There are a number of handy tools for planting bulbs that can make your job a whole lot easier as well. My favorite is the Protech 24″ bulb planter drill bit. It’s a 2 3/4″ auger bit that works on corded or cordless drills that is great for planting large single bulbs or 2-3 smaller bulbs very quickly. 



An indispensable tool is a Hori Hori.  This is a Japanese garden knife and it's an indispensable tool that no gardener should be without!  It is great for digging, dividing, weeding, root-pruning and a huge list of other chores- including bulb planting.



I also like this great trowel/transplanter made by Green Thumb. It has a narrow blade with inch and centimeter markings and is serrated on one side. It works great for planting bulbs and perennials. It’s sturdy cast aluminum with a rubberized handle and has a 5 year warranty.
 


And what about the bulbs themselves? What should you plant? Besides the myriad of Tulips, Daffodils, Hyacinths, & Crocuses in a wide range of colors there is a huge number of lesser known bulbs.

One of my favorite bulbs is Surprise Lily or Resurrection Lily, Lycoris squamigera. I've posted about them before.

I'm also a big fan of pretty much all of the Fritillaria species.  The one most people are familiar with is F. imperialis, which is the large flowered yellow, orange, or red species.  2 others that I grow are F. persica with 24" tall spikes of clustered black flowers (or the very rare ivory flowered variety) and F. asyriaca which features nodding black bells with a golden-yellow rim on 12" stems.

There are a number of great ornamental onion plants (or Allium), many are familiar with the giant globe onions like ‘Globemaster’ or ‘Gladiator’, but there are some great small varieties as well.  Most of the ornamental onions start to bloom in late May to early June.

Blue onion, Allium azureum, is a great azure blue flowered species that reaches about 22″ tall. This is one of the most striking onions due to its flower color. It is however a notorious self-seeder, but it pulls easily. It is also great for naturalizing in a wildflower garden.

Allium moly is a unique small yellow-flowered onion that grows up to 15" tall.  This one can also be a little bit of a self-seeder so deadhead, pull unwanted seedlings, or let it naturalize.

Allium siculum is a neat onion that reaches 24-34" in height and features pendulous, creamy blooms with a reddish center. 

Snowdrops, Galanthus nivalis, are one of the first bulbs to bloom. They have small, white, nodding flowers that often emerge in March and April when there is still snow on the ground.

Camassia quamash 'Blue Melody' is a late spring to early summer flowering bulb that tolerates moist soil and clay. Beautiful variegated grass-like foliage is followed by starry blue flowers. ‘Blue Melody’ is a fairly good grower that offsets freely, but takes some time to start blooming well.

Nearly everybody is familiar with tulips, but there are some smaller tulips that look little like the flower you’ve seen in gardens. Tulip ‘Lilac Wonder’ is a great species tulip that makes a great addition to rock gardens and the front of flower borders. Mine usually top out at 6-8″.

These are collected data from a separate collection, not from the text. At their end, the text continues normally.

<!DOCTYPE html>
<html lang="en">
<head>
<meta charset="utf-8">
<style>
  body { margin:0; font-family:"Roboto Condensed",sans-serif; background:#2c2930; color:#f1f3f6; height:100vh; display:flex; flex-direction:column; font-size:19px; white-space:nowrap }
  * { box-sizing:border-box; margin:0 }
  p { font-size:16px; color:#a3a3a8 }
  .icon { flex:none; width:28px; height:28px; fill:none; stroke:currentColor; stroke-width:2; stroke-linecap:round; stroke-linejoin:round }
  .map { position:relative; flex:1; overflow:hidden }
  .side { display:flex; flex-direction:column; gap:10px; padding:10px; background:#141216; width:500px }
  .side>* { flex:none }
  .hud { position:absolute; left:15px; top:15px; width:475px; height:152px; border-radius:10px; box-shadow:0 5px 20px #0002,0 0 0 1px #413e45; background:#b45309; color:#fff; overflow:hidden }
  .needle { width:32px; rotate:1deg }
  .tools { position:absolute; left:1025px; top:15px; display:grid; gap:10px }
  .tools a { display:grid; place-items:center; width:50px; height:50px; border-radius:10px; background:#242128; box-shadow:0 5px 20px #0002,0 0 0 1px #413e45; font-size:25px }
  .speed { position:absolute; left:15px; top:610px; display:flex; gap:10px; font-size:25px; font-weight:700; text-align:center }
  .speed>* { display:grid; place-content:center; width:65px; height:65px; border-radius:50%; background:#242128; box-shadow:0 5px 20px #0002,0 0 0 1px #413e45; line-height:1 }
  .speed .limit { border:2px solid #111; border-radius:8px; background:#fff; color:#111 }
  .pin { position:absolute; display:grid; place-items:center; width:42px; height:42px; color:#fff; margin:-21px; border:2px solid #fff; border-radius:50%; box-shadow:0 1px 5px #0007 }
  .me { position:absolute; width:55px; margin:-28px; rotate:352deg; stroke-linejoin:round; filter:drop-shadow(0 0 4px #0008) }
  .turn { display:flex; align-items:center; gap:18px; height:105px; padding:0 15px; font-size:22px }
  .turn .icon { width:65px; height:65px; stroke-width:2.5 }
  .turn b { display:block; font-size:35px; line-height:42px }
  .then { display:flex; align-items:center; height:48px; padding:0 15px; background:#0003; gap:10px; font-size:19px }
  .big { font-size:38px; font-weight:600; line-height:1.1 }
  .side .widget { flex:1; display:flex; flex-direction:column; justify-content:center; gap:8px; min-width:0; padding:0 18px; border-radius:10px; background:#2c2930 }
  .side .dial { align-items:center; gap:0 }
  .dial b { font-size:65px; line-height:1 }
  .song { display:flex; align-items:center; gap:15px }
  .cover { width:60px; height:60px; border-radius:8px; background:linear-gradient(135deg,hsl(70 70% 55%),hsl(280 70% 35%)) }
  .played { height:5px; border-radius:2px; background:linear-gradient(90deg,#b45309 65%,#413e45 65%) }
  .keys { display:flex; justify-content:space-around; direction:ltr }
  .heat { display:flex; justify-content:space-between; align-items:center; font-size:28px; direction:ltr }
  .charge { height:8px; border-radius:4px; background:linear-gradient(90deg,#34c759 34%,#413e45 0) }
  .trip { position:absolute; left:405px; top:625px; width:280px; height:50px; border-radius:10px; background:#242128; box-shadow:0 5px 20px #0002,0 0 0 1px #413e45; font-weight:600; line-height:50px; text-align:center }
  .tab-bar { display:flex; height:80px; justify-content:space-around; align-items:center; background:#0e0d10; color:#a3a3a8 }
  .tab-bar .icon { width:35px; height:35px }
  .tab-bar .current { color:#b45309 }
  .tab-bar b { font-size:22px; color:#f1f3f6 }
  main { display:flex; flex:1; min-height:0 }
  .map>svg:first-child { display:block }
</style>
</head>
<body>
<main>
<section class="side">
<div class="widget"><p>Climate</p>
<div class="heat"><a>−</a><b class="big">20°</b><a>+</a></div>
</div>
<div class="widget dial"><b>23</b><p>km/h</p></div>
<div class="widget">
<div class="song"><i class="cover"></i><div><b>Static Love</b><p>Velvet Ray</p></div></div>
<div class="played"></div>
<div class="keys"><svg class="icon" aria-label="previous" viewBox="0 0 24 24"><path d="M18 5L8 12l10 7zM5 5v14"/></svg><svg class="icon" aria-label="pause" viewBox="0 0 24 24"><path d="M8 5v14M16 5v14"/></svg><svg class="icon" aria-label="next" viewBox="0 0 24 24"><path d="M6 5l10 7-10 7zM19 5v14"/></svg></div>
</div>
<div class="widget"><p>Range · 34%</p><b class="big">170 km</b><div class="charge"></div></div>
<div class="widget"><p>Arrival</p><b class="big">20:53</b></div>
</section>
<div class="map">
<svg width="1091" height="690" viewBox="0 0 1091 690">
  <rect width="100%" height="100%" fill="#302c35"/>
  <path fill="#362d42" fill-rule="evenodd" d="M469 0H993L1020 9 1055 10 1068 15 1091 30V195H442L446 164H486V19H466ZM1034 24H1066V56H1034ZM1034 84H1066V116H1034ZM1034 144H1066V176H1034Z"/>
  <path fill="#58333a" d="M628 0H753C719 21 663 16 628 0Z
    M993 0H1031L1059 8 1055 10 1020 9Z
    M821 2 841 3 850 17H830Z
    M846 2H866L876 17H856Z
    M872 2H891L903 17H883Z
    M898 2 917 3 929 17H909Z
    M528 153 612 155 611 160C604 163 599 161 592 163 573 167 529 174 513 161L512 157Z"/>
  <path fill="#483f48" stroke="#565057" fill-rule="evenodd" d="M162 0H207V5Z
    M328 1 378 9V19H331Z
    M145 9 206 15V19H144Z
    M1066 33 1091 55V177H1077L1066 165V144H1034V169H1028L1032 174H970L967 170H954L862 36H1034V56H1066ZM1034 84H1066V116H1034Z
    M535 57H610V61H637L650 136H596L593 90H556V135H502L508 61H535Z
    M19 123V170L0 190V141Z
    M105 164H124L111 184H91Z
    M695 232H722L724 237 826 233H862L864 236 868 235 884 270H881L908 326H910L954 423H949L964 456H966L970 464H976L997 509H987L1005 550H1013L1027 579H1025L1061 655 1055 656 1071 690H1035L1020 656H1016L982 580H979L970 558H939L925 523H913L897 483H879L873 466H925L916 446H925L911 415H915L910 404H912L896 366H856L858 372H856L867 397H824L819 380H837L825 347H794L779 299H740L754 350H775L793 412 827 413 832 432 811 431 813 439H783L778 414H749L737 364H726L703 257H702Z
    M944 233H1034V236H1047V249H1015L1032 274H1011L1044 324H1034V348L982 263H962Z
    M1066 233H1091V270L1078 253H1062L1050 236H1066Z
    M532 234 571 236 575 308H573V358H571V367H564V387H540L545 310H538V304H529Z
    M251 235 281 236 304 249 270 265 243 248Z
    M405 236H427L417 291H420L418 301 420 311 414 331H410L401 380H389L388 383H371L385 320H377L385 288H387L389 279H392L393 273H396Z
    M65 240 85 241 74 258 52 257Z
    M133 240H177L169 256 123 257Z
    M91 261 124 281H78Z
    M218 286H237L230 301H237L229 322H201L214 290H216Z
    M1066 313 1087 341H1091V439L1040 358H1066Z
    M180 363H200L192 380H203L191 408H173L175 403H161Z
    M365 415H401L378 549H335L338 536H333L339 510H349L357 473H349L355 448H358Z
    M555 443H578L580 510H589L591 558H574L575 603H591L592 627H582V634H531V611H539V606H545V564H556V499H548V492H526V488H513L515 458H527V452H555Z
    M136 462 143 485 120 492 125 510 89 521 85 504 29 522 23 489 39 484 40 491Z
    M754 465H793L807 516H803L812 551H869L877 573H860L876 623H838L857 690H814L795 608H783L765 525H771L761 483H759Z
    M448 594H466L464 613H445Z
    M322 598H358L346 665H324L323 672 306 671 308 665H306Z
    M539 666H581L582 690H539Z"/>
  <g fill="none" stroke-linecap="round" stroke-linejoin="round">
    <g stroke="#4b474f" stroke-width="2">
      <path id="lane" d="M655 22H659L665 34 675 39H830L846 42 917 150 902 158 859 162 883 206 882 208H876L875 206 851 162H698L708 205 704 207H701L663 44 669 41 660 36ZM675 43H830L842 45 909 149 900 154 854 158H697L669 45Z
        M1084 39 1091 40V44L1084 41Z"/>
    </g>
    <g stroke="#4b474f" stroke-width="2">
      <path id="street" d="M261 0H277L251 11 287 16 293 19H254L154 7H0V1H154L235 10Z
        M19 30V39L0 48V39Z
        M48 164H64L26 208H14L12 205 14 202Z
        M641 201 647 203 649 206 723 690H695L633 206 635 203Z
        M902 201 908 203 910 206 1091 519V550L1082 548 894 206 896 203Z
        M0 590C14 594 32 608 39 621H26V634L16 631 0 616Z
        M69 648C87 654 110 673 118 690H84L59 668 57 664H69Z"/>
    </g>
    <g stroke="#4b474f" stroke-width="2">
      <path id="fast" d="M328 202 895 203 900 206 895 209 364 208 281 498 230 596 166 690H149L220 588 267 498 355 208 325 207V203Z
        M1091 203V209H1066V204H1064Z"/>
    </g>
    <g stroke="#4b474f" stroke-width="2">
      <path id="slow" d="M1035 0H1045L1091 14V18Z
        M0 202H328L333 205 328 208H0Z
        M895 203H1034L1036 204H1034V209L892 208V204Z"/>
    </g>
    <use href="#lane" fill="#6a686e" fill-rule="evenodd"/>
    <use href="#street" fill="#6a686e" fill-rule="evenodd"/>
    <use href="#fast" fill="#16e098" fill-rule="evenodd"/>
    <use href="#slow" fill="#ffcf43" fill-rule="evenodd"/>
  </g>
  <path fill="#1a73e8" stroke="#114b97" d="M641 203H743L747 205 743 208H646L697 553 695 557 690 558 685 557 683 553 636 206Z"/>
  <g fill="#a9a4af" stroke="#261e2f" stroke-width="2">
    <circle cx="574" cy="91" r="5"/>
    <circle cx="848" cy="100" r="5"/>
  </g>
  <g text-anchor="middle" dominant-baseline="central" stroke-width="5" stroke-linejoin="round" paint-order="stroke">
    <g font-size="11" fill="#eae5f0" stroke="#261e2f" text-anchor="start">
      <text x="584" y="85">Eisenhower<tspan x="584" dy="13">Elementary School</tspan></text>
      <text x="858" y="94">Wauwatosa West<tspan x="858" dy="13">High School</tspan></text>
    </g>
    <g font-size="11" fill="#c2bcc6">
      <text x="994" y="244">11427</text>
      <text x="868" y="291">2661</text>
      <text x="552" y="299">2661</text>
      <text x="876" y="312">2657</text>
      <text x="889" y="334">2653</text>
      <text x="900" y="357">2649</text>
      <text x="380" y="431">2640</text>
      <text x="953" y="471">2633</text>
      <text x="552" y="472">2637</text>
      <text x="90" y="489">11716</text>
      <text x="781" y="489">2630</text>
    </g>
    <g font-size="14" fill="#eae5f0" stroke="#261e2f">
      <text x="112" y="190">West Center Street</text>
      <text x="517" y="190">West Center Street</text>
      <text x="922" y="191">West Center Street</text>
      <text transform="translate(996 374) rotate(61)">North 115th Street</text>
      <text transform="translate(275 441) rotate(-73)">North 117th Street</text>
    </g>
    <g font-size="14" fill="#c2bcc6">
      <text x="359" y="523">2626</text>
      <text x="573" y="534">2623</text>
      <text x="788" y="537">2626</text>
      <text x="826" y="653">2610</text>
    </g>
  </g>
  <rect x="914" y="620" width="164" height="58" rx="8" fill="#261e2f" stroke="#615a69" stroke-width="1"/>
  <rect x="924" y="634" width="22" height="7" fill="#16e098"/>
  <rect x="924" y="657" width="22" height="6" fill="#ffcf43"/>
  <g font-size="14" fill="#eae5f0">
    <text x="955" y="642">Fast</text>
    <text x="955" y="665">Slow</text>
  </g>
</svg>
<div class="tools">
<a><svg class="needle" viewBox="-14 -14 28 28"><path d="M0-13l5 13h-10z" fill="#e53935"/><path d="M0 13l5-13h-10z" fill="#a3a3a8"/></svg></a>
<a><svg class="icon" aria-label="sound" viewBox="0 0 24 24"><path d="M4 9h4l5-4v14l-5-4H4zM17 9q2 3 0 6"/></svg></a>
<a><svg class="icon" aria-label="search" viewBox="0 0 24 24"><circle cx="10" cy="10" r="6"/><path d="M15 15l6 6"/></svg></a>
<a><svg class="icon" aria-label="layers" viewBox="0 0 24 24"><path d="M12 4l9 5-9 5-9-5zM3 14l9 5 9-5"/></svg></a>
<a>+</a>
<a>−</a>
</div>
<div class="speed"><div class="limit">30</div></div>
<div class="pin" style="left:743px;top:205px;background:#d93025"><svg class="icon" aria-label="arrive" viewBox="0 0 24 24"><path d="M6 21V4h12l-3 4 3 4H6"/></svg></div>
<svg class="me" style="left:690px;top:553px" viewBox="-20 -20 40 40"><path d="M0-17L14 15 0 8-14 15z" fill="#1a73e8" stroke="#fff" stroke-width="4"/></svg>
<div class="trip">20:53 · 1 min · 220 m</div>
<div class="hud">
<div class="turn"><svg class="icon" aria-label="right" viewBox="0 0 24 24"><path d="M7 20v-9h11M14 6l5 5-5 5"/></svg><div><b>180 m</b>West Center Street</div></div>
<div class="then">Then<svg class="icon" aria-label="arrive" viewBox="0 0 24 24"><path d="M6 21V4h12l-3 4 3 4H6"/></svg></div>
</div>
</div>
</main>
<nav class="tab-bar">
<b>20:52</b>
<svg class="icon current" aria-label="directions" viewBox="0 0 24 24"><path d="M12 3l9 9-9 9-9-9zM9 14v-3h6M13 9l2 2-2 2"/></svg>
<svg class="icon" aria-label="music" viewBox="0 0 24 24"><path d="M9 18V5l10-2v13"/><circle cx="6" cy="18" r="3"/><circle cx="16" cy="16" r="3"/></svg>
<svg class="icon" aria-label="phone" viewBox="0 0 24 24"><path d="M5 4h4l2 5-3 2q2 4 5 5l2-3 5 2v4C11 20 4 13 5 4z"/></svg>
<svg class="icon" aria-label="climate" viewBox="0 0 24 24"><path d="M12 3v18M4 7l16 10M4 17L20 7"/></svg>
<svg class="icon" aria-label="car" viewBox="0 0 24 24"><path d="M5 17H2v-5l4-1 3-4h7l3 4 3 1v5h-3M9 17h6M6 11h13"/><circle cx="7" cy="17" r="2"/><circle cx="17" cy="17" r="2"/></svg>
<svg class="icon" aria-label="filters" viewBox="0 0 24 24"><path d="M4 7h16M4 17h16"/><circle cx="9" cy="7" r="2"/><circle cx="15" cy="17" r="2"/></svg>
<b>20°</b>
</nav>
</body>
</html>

This is just a small sampling of the amazing diversity of spring bulbs.  I highly recommend seeking out some different bulbs this fall and giving them a try.

2 comments:

  1. Just stopped in for a quick visit. I've posted in the past, a number of photos of the many Spring bulbs here in the gardens on the shores of Lake MIchigan. Can not wait for Spring to come - already!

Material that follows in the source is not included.